If the text message is normal, then the rest re: not hearing phones ringing is pretty normal in my household.

Once I really blew up at my dcs are not answering the home landline when I called multiple times. They swore they did not hear the phone ringing. I called the home phone right there and then and actually there was nothing. I don't often hear my mobile especially if I have my head phones on.

If he was really up to no good and you are certain the horny text was meant for you, then it sounds plausible that he would text something like that out of the blue without referencing the previous calls because he genuinely did not realise you had tried calling earlier.

I realise you have a strong sense when he lies and it is right not to dismiss your gut. But my head says you ought to hold your hand in this situation and wait for more proof.
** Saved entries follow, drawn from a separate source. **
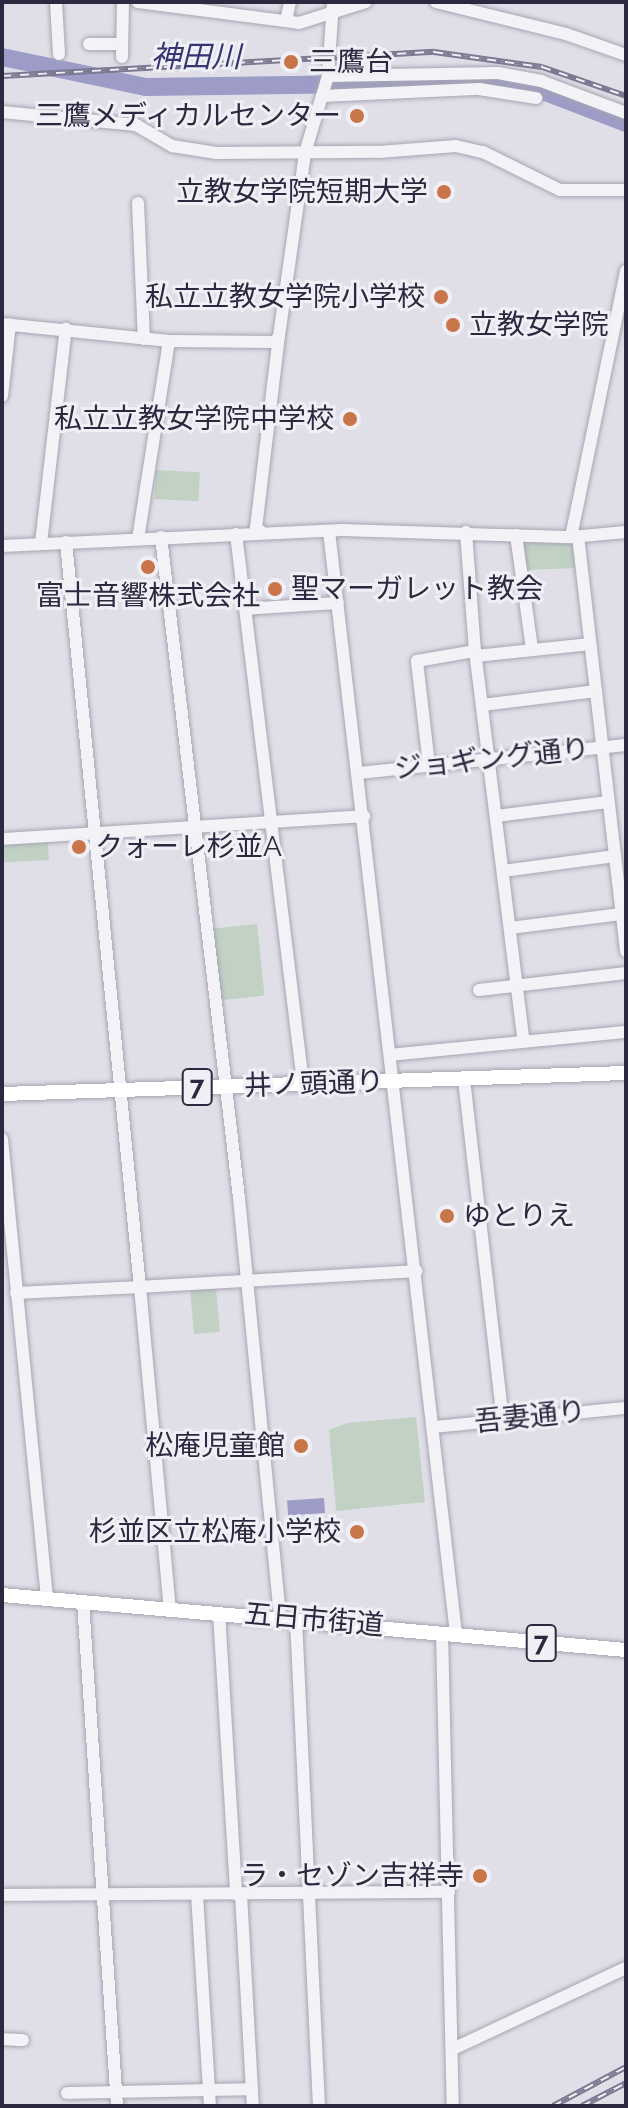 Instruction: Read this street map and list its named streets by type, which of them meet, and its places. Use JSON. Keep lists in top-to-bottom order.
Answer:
{
  "streets": {
    "main road": ["井ノ頭通り", "7", "五日市街道"],
    "street": ["ジョギング通り", "吾妻通り"]
  },
  "water": ["神田川"],
  "places": [
    "三鷹台",
    "三鷹メディカルセンター",
    "立教女学院短期大学",
    "私立立教女学院小学校",
    "立教女学院",
    "私立立教女学院中学校",
    "富士音響株式会社",
    "聖マーガレット教会",
    "クォーレ杉並A",
    "ゆとりえ",
    "松庵児童館",
    "杉並区立松庵小学校",
    "ラ・セゾン吉祥寺"
  ]
} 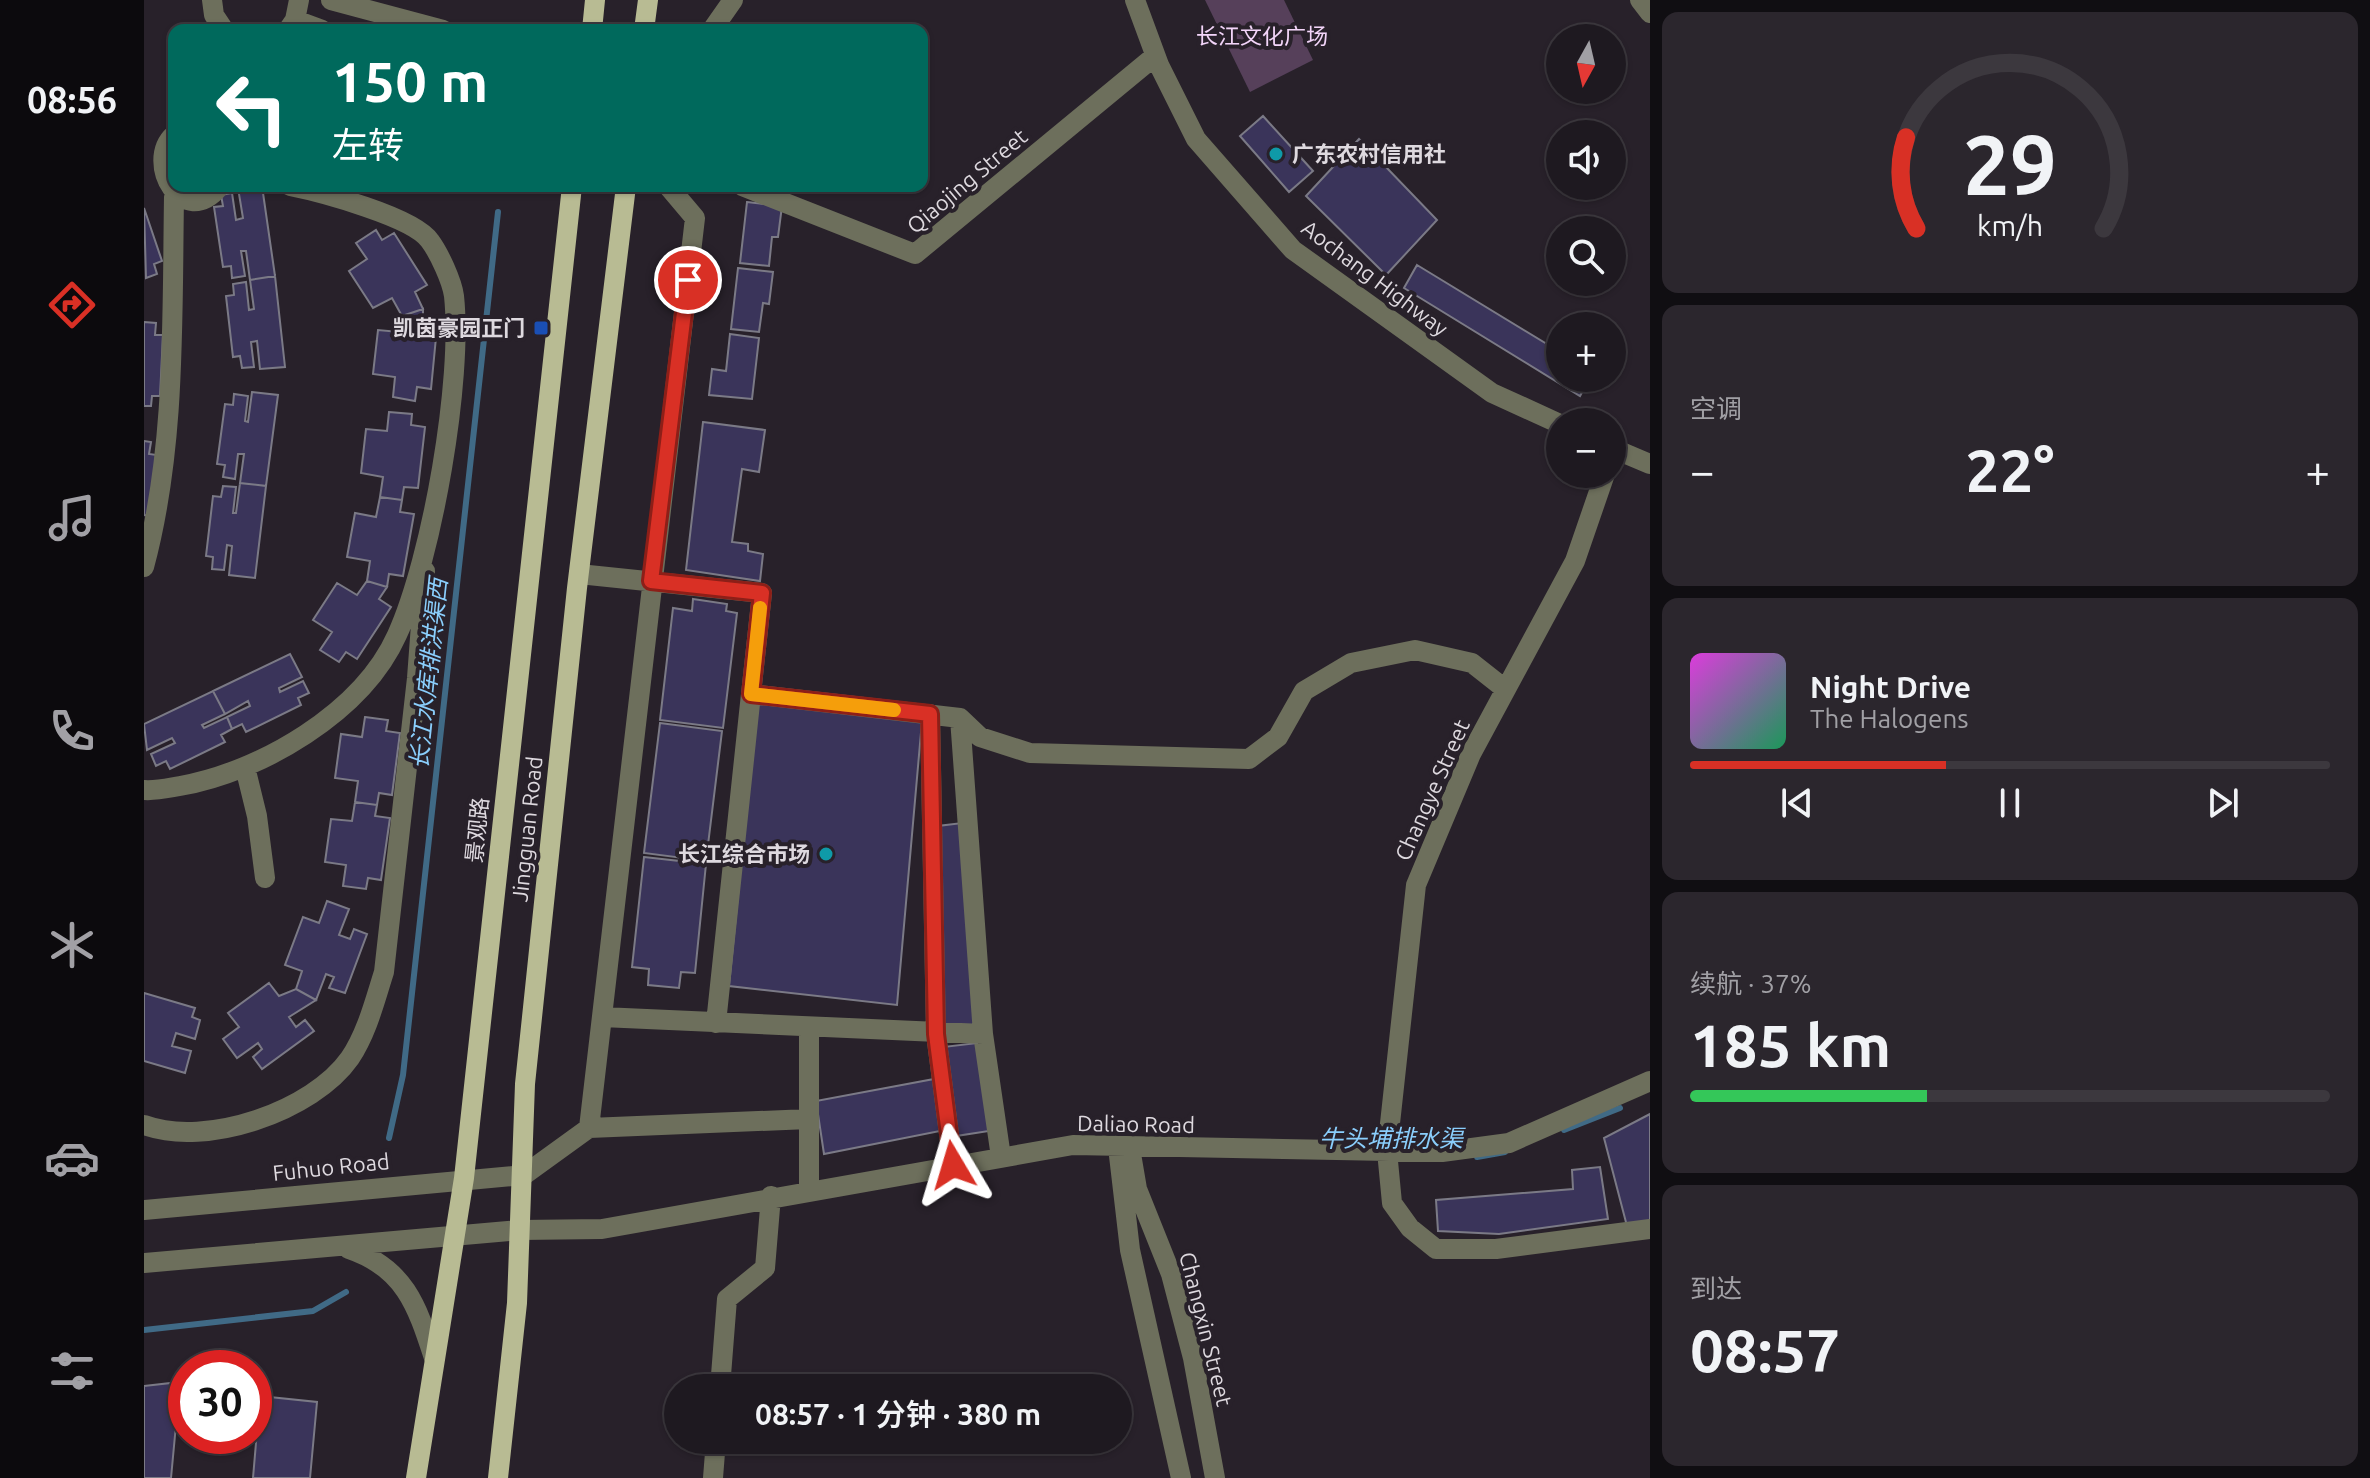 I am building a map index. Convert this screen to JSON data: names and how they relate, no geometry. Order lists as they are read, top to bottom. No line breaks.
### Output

Time4Gin · 17/08/2018 21:17

Agh god I’ve been there a few times! Trust your instincts but remember if he’s been a bit of a liar before, it could again have been him w**king off for his birthday (is that a thing?!) and just being generally self-indulgent while the phone was or wasn’t ringing. That lack of signal thing gets me though... if it was my DH I would remind him of the time he was lying before and say look you lied before and the end result wasnt bad, just don’t lie about it. And ask him to do the same again ie just like with kids, tell him yiu just want the truth, however awful, so that you don’t feel like you’re going crazy, and that you’ll deal with the content.

Don’t snoop about playing detective, it’s so demeaning, ask him to tell you and make it okay for him to confess, even if obviously it wont be okay if he confesses an affair or a fling or something hideous. I just think men are kids mostly! Let them let their guard down and then see what’s actually happening from the horse’s mouth.

And hugs to you! My spidey senses are always in overdrive and I drive my DH nuts, but I haven’t been wrong - apart from when I’ve blown things out of proportion and got the intensity wrong ie yes my DH has lied but it’s normally been “yes I turnined off my phone because you were annoying me and I was busy”, or, “I didn’t come home promptly because I went for a beer and didn’t want to tell you because we left for the beer at 4pm and had a couple rather than one beer at 6pm” sorta stuff.

And it’s v occasional.

X x X

MyRelationshipIsWeird · 17/08/2018 21:37

Does he normally tell you he's feeling horny when you're not around to help him out with that? Seems odd.

The missed calls, locations not adding up, his defensiveness and his excuse that he can't have been anywhere because he doesn't have a car Hmm Confused would make me suspicious too.

Your H's explanation and reaction wasn't great. Unfortunately now that you've shown your hand, if there IS something going on, he will start to hide things better.

esk1mo · 18/08/2018 00:51

he might not know about the two things i mentioned. checking his location in settings and checking what apps he used and for how long.

if he has “frequent locations” switched on it will tell you where he was on that day and for how long. the app usage will show you eg “whatsapp used for 7hrs” when you know he doesnt use whatsapp that much, or “messages used for 3hrs” but you and he weren’t texting.

its worth a try, i caught my ex doing dodgy stuff via those two things.

NotTheWayISeeIt · 18/08/2018 08:49

Sounds really stressful. It's hard to know what to do. If someone accused me of having an affair when I hadn't then I'd been really cross too but the phone thing sounds odd to.... I don't know it's very tricky.